The letter M is a goldmine. Memorabilia, memory, memoir, the list of m words could be endless; a lot easier to deal with than J or K.

Memory, it seems most fitting. We make lists because we do not trust our short term memories. We also don’t trust our long term memories, but that is rather inconsequential because who cares in 2020 about what they wrote down on their list in 2018? Short term memory is closer to the here and now.

We write down what we want to remember on the list – it’s a life preserver of sorts. It is what keeps us afloat when we enter large supermarkets. The average person, I am told, can remember five items. The less than average person four



items, and the greater than average person six items.

Go into that store with a list with ten items, lose the list and you are a cooked goose.

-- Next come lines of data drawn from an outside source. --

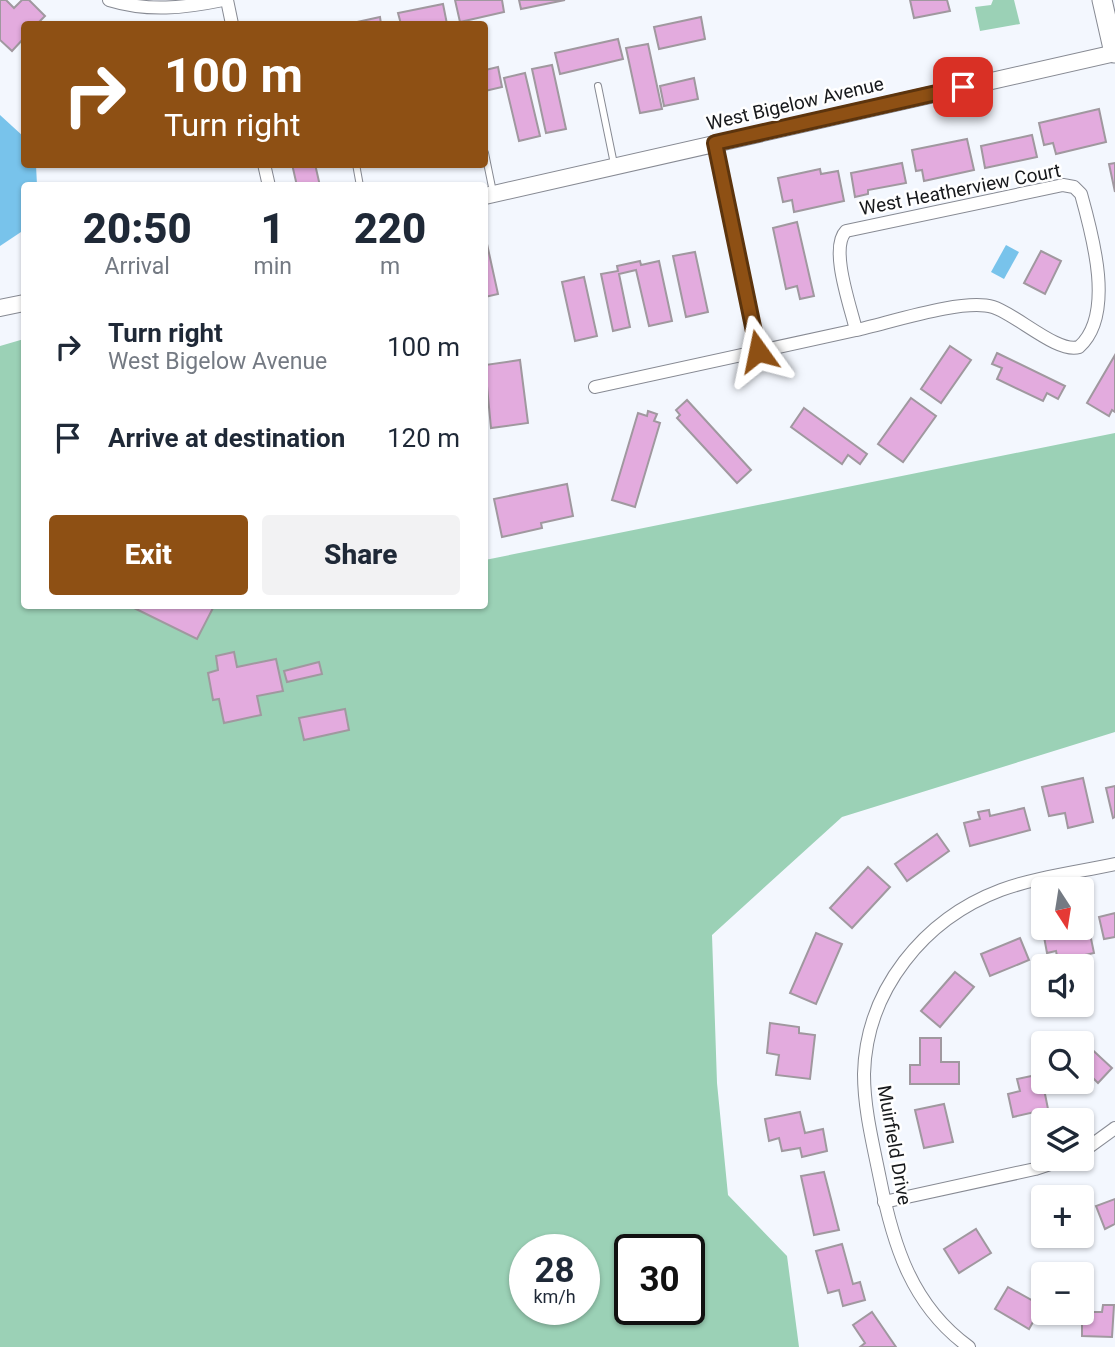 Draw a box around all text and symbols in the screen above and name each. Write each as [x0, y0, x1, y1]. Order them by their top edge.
text: 100 m [164, 47, 303, 104]
icon: right [49, 49, 140, 140]
pin [933, 57, 993, 117]
icon: arrive [944, 68, 982, 106]
street label: West Bigelow Avenue [704, 72, 886, 135]
text: Turn right [164, 106, 300, 144]
street label: West Heatherview Court [858, 159, 1063, 220]
text: 20:50 [83, 204, 192, 253]
text: 1 [261, 204, 285, 253]
text: 220 [354, 204, 426, 253]
text: Arrival [105, 253, 170, 280]
text: min [253, 253, 292, 280]
text: m [380, 253, 400, 280]
position arrow [721, 314, 795, 388]
text: Turn right [108, 318, 223, 348]
icon: right [49, 328, 87, 366]
text: 100 m [387, 332, 460, 362]
text: West Bigelow Avenue [108, 348, 327, 375]
icon: arrive [49, 419, 87, 457]
text: Arrive at destination [108, 423, 345, 453]
text: 120 m [387, 423, 460, 453]
button: Exit [49, 515, 248, 595]
button: Share [262, 515, 460, 595]
north arrow [1031, 877, 1094, 940]
map controls [1031, 877, 1094, 1325]
button: sound [1031, 954, 1094, 1017]
button: search [1031, 1031, 1094, 1094]
street label: Muirfield Drive [873, 1083, 916, 1207]
button: layers [1031, 1108, 1094, 1171]
button: + [1031, 1185, 1094, 1248]
speed limit sign: 30 [614, 1234, 705, 1325]
text: 28 [534, 1250, 575, 1291]
button: − [1031, 1262, 1094, 1325]
text: km/h [533, 1286, 576, 1307]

Go into that store with a list of three items and you are a goose waiting to be cooked.

The purpose of the list, if you carry it with you, is simply to bring back to mind that which you committed to paper. Hang on tight to it, because without it you are back to square one. But here is the catch. The act of writing down and then looking at the words is what enables one to commit to memory what it is that one needs to do. Yes, just looking at the words. My guess is that something is going on cognitively in this instance. There is the movement of the hands, either on a keyboard or across the page. There is the registering of the information on the brain. There is the visual confirmation. There is recollection, after.

Now I can make a list and lose the list and not immediately recall all that I wrote down on that list. If I start doing things, then that which I think I have forgotten comes back to mind. This, I think, is context driven. I can also list three items and then have three items as sub-texts.

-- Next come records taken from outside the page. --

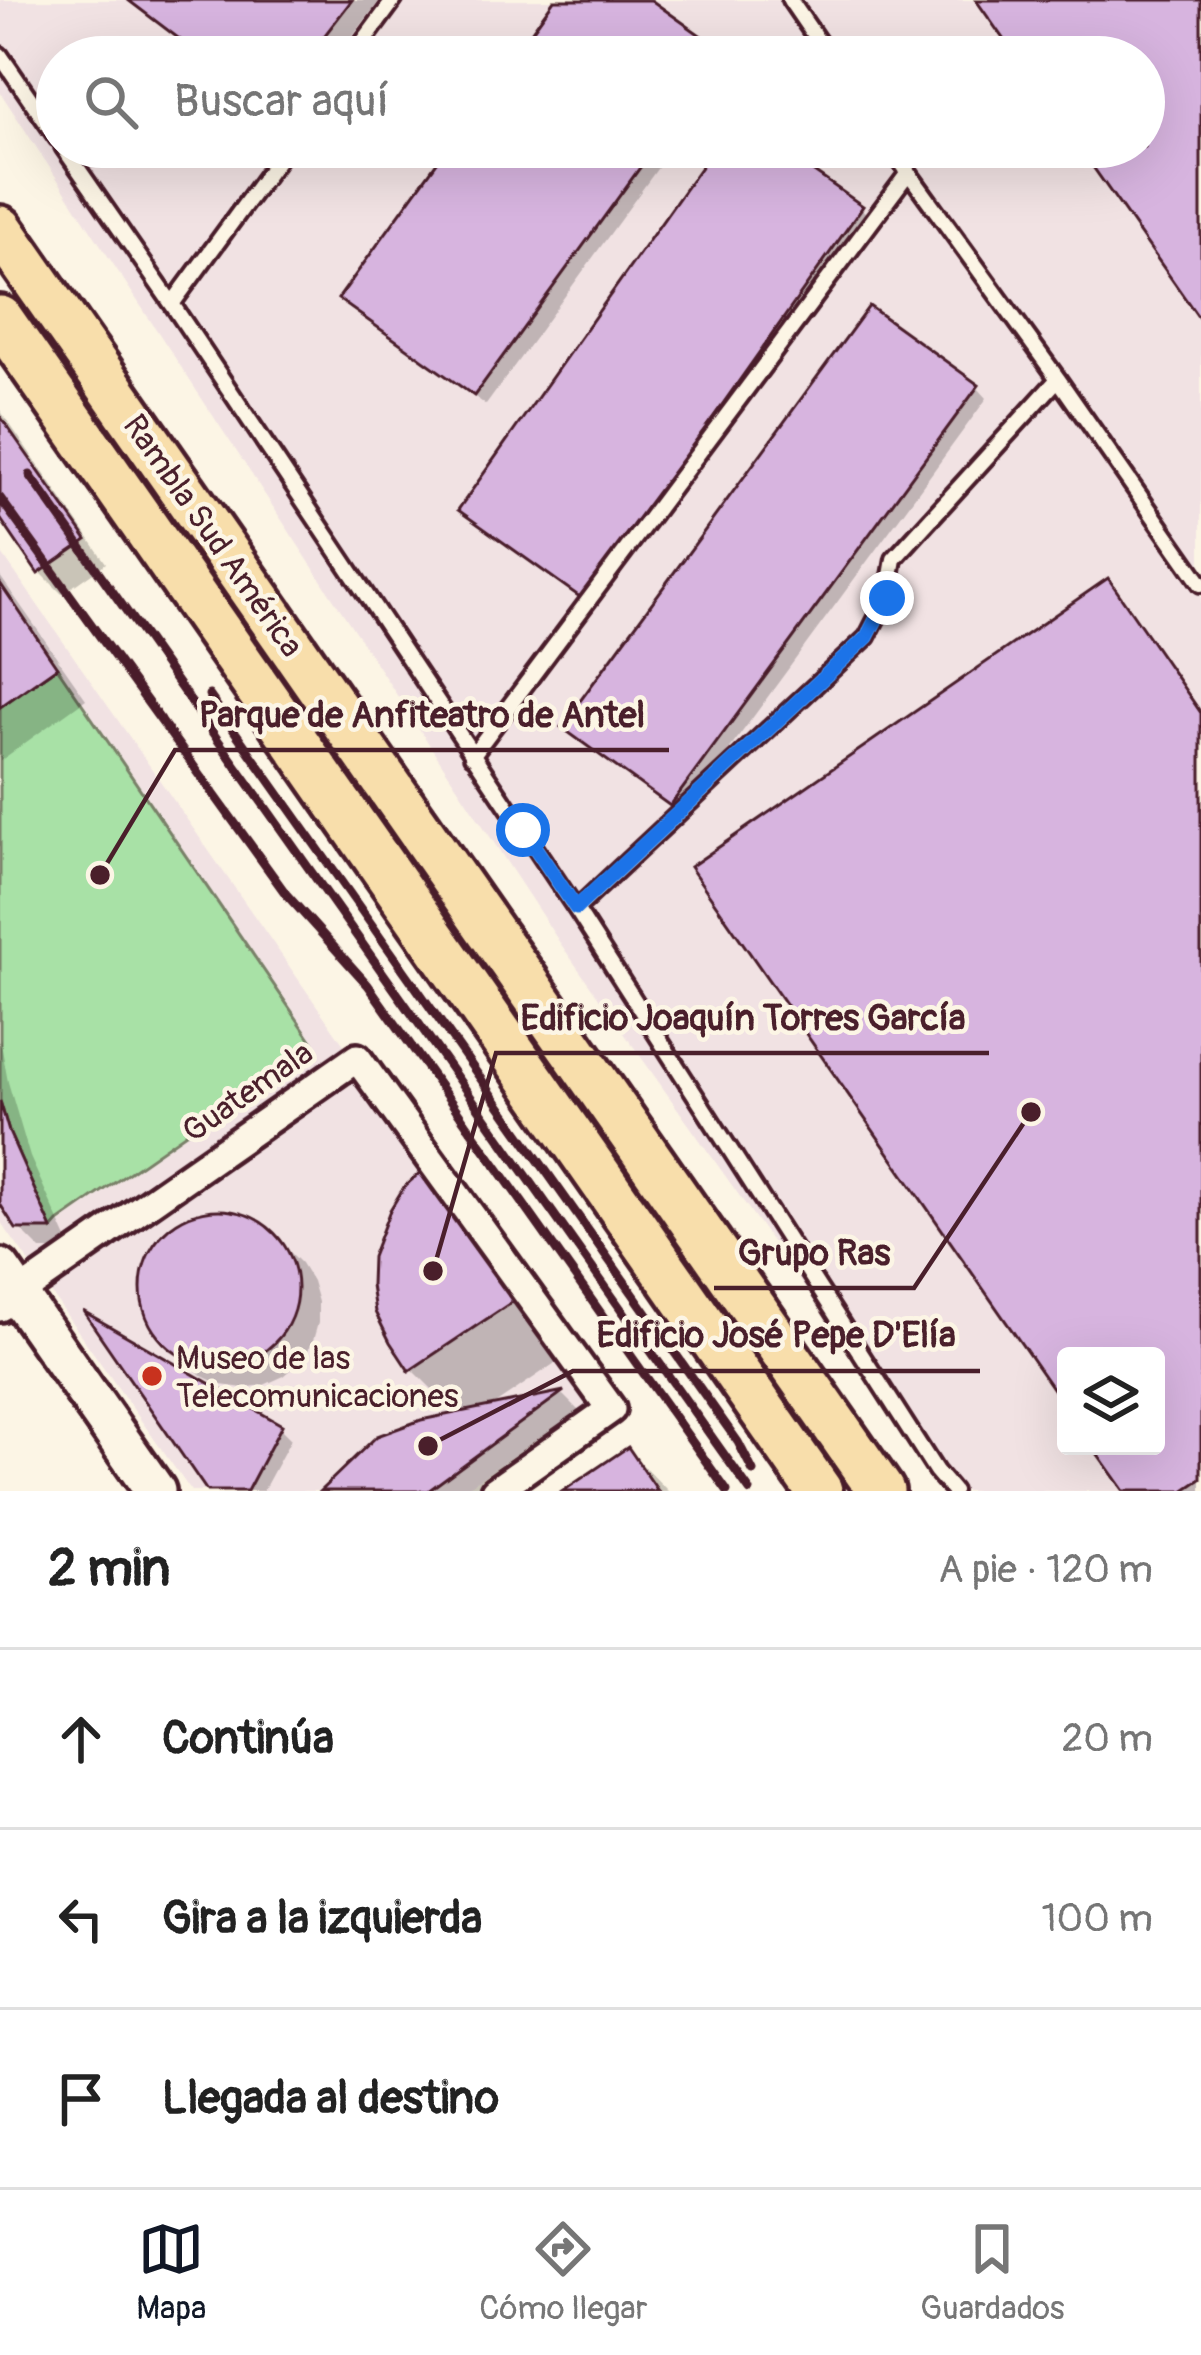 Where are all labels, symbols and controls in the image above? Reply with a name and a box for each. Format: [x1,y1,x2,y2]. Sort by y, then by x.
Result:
search box [36,36,1165,168]
icon: search [78,69,144,135]
text: Buscar aquí [174,74,389,130]
street label: Rambla Sud América [114,407,312,665]
route end [860,571,914,625]
callout: Parque de Anfiteatro de Antel [175,678,669,750]
text: Parque de Anfiteatro de Antel [199,693,645,738]
route start [496,803,550,857]
callout: Edificio Joaquín Torres García [496,981,989,1053]
text: Edificio Joaquín Torres García [520,996,966,1041]
street label: Guatemala [175,1032,321,1152]
callout: Grupo Ras [714,1216,914,1288]
text: Grupo Ras [738,1231,891,1276]
callout: Edificio José Pepe D'Elía [573,1299,980,1371]
text: Edificio José Pepe D'Elía [596,1313,956,1358]
place label: Museo de las Telecomunicaciones [176,1338,459,1417]
map controls [1057,1347,1165,1455]
button: layers [1057,1347,1165,1455]
marker: Museo de las Telecomunicaciones [139,1363,165,1389]
text: 2 min [48,1537,170,1601]
text: A pie · 120 m [938,1545,1153,1594]
icon: ahead [48,1706,114,1772]
text: Continúa [162,1711,334,1767]
text: 20 m [1061,1714,1153,1763]
icon: left [48,1886,114,1952]
text: Gira a la izquierda [162,1891,482,1947]
text: 100 m [1041,1894,1153,1943]
icon: arrive [48,2066,114,2132]
text: Llegada al destino [162,2071,499,2127]
tab: Mapa [136,2216,206,2329]
tab: Cómo llegar [479,2216,647,2329]
tab: Guardados [920,2216,1065,2329]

Ahh haa, I think there is something called middle memory – it resides between conscious and subconscious thought. It’s the middle ground – a repository for not so immediate listed items. The things to be remembered filter through the conscious and are easily recalled. This is percolation down. The opposite also occurs – the things that to be recalled filter up through the subconscious and are easily remembered.

Without middle ground, we have a much harder time of things. It’s just much harder to dredge up or dredge down the minutia of our supposedly very important lives. Most everyone has a middle ground area, just like they have a subconscious and a conscious area. Some have a more vast middle ground than others – these people are probably in the genius category. Idiot Savants don’t have a middle ground – they simply regurgitate that which they have read or been told.

If I had been born 100 or so years earlier, my theory about middle ground would have put my name on the map. But these days no one is being credited with new neutrally-related findings. This is not my loss, but rather the loss of humankind.